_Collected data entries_
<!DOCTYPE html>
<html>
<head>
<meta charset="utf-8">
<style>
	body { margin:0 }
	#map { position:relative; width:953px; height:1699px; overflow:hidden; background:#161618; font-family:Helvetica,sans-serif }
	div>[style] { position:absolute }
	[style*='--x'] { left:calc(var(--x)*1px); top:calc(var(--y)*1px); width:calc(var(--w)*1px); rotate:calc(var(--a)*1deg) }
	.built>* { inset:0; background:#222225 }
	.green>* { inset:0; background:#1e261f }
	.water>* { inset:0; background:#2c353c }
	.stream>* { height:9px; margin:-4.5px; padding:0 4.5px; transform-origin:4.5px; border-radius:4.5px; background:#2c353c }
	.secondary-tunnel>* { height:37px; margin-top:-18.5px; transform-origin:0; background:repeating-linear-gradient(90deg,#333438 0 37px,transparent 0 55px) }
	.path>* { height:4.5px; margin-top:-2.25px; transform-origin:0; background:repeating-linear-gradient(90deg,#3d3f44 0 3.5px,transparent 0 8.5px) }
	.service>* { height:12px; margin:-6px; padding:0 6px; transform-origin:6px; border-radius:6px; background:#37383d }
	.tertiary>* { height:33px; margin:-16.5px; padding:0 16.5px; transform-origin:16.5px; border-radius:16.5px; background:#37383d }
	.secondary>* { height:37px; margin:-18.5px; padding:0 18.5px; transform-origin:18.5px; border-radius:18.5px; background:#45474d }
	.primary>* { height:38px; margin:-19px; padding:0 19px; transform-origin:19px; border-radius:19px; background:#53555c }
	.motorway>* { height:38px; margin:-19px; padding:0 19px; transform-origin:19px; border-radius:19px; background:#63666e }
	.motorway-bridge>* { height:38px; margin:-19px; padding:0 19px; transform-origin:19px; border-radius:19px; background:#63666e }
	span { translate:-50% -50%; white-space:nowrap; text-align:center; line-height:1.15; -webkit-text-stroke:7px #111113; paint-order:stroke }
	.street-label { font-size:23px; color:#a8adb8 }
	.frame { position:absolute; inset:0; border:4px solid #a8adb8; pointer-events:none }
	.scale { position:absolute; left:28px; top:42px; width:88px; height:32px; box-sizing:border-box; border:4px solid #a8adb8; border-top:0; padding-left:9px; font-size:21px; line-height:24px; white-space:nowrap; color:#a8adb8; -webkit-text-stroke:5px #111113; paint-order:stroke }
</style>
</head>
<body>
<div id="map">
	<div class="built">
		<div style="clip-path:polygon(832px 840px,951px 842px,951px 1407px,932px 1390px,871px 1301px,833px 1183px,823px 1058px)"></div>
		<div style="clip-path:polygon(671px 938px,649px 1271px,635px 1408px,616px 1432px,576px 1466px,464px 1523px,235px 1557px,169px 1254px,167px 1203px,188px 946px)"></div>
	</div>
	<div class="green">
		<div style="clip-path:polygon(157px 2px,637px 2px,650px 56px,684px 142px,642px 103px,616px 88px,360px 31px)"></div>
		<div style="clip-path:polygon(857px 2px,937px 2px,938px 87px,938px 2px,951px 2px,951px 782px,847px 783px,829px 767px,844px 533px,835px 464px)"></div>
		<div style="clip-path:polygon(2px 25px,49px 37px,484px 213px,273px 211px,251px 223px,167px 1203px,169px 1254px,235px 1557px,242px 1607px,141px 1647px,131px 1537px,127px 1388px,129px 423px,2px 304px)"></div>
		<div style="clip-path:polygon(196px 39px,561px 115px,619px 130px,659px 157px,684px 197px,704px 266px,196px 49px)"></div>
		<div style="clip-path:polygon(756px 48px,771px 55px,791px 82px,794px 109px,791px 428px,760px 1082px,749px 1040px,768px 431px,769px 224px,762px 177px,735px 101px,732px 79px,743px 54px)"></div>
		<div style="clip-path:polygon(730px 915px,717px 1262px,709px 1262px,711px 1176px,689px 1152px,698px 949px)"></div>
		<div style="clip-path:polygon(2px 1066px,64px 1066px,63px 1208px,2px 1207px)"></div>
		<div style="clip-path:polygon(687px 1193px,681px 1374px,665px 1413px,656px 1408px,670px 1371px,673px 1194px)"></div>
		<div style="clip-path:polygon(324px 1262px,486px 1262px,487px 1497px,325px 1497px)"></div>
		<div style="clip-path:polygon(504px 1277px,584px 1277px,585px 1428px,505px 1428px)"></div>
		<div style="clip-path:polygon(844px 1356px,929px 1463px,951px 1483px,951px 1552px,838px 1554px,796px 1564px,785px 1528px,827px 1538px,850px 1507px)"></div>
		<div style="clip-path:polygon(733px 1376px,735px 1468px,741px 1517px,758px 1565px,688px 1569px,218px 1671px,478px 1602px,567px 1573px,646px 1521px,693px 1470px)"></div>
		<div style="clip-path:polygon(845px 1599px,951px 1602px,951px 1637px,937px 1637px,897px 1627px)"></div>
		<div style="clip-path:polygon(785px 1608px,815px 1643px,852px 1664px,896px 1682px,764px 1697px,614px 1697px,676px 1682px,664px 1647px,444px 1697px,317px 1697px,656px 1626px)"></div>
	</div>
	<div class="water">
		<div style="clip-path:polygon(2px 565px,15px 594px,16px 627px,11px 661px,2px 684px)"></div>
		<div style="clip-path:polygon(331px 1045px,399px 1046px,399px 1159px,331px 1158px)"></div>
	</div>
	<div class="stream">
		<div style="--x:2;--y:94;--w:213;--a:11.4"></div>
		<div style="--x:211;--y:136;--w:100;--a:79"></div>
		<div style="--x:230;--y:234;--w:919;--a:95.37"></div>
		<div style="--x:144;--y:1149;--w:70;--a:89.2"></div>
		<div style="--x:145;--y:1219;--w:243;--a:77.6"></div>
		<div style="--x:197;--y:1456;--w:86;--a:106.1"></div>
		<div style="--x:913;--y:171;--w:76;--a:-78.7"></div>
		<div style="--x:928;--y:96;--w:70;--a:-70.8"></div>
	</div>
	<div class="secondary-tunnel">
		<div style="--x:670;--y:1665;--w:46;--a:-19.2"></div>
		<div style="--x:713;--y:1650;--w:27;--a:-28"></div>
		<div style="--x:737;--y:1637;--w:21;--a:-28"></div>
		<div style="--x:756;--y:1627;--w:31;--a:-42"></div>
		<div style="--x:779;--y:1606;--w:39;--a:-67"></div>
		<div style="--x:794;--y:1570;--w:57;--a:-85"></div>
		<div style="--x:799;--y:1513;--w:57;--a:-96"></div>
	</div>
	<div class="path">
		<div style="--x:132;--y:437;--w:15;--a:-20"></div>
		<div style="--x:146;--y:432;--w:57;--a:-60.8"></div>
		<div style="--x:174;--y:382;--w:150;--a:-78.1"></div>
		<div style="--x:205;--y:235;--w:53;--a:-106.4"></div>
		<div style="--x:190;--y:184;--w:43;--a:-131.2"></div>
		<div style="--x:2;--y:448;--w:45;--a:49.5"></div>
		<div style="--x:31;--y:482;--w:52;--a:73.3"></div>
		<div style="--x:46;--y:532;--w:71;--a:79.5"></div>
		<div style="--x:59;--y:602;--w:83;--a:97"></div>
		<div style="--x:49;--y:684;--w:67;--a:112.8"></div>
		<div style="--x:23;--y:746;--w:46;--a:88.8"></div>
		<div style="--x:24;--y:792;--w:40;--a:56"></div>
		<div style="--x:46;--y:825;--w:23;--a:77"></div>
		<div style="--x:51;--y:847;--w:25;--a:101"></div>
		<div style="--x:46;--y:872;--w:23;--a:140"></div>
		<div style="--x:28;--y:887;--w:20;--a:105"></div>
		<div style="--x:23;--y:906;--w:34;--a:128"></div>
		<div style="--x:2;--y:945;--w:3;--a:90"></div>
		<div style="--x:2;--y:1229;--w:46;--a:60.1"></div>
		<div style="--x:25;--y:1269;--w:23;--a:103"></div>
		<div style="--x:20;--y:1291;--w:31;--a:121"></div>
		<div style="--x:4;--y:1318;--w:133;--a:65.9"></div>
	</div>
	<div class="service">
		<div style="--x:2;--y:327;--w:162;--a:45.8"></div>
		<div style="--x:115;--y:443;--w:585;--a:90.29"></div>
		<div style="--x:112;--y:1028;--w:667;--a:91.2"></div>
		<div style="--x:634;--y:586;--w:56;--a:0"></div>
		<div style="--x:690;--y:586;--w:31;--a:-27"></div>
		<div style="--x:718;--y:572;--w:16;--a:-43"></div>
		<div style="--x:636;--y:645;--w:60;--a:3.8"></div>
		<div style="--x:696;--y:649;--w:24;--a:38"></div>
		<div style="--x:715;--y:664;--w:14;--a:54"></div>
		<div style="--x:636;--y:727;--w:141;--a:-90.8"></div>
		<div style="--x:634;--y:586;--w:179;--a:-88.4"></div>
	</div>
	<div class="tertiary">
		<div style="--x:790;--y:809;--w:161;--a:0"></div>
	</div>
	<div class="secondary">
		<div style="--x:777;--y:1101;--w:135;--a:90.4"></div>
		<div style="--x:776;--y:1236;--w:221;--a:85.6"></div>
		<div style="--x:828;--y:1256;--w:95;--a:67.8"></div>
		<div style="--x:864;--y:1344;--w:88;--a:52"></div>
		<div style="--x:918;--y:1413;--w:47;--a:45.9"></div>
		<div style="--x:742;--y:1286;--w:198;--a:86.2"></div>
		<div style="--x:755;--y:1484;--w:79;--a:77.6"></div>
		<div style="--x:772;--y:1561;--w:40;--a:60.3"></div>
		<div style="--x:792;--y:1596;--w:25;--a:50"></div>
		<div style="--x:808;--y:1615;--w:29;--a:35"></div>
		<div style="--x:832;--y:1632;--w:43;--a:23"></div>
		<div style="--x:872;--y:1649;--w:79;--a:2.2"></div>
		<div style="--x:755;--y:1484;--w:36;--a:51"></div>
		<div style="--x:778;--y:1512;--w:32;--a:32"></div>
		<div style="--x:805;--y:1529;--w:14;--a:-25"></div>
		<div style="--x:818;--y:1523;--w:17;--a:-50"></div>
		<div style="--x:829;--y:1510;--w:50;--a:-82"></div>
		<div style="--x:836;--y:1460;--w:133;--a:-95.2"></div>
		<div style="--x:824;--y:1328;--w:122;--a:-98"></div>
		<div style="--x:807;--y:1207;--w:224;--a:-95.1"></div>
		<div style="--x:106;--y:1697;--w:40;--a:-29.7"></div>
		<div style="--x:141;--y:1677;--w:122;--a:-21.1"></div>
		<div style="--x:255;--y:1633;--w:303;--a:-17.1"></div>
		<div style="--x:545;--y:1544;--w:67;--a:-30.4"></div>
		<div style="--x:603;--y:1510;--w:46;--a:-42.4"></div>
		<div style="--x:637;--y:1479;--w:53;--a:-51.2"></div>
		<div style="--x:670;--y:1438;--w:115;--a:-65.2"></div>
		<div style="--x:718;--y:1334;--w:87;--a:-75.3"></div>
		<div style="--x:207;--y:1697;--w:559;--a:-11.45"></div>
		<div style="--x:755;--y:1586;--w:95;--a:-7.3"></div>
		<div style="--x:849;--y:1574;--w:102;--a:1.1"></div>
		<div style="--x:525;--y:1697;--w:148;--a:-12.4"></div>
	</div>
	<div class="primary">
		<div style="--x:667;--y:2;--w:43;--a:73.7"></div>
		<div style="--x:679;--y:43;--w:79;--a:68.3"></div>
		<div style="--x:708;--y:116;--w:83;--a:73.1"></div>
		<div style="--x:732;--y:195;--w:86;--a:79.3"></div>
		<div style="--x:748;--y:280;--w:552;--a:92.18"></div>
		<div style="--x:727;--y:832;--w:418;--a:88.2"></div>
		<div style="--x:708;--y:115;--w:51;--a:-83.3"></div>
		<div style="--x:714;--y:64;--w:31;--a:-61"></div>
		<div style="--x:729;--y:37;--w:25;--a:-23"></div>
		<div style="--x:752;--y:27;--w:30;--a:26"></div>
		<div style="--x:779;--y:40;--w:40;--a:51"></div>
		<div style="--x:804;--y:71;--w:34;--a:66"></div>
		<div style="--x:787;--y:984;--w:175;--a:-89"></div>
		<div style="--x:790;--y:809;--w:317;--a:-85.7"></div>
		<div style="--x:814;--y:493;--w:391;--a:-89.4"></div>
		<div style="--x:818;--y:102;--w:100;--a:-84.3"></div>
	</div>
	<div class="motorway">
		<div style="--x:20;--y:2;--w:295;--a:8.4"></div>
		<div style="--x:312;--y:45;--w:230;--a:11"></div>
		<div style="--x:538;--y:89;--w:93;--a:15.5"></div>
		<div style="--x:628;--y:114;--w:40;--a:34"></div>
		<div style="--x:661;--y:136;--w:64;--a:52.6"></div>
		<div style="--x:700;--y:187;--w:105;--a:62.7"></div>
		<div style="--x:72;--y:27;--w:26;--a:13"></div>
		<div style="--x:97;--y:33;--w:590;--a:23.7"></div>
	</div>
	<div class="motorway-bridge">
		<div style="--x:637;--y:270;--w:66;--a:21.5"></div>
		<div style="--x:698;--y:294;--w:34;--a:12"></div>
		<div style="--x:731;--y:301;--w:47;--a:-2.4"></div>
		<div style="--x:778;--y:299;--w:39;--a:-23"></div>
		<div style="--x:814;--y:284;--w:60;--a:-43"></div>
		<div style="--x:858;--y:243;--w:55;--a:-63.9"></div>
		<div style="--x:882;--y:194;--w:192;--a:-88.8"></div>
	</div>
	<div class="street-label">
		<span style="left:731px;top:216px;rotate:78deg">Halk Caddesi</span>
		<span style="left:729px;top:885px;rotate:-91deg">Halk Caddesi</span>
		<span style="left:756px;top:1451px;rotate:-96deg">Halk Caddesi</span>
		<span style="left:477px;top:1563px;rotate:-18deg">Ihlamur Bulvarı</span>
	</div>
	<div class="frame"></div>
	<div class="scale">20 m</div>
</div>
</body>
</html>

_What you are asked to do_
Would you set down, word for word, the lines from the opening of the entries above through the line with "height:37px; margin:-18.5px; padding:0", both included, and no others?

_Response for this exercise_
<!DOCTYPE html>
<html>
<head>
<meta charset="utf-8">
<style>
	body { margin:0 }
	#map { position:relative; width:953px; height:1699px; overflow:hidden; background:#161618; font-family:Helvetica,sans-serif }
	div>[style] { position:absolute }
	[style*='--x'] { left:calc(var(--x)*1px); top:calc(var(--y)*1px); width:calc(var(--w)*1px); rotate:calc(var(--a)*1deg) }
	.built>* { inset:0; background:#222225 }
	.green>* { inset:0; background:#1e261f }
	.water>* { inset:0; background:#2c353c }
	.stream>* { height:9px; margin:-4.5px; padding:0 4.5px; transform-origin:4.5px; border-radius:4.5px; background:#2c353c }
	.secondary-tunnel>* { height:37px; margin-top:-18.5px; transform-origin:0; background:repeating-linear-gradient(90deg,#333438 0 37px,transparent 0 55px) }
	.path>* { height:4.5px; margin-top:-2.25px; transform-origin:0; background:repeating-linear-gradient(90deg,#3d3f44 0 3.5px,transparent 0 8.5px) }
	.service>* { height:12px; margin:-6px; padding:0 6px; transform-origin:6px; border-radius:6px; background:#37383d }
	.tertiary>* { height:33px; margin:-16.5px; padding:0 16.5px; transform-origin:16.5px; border-radius:16.5px; background:#37383d }
	.secondary>* { height:37px; margin:-18.5px; padding:0 18.5px; transform-origin:18.5px; border-radius:18.5px; background:#45474d }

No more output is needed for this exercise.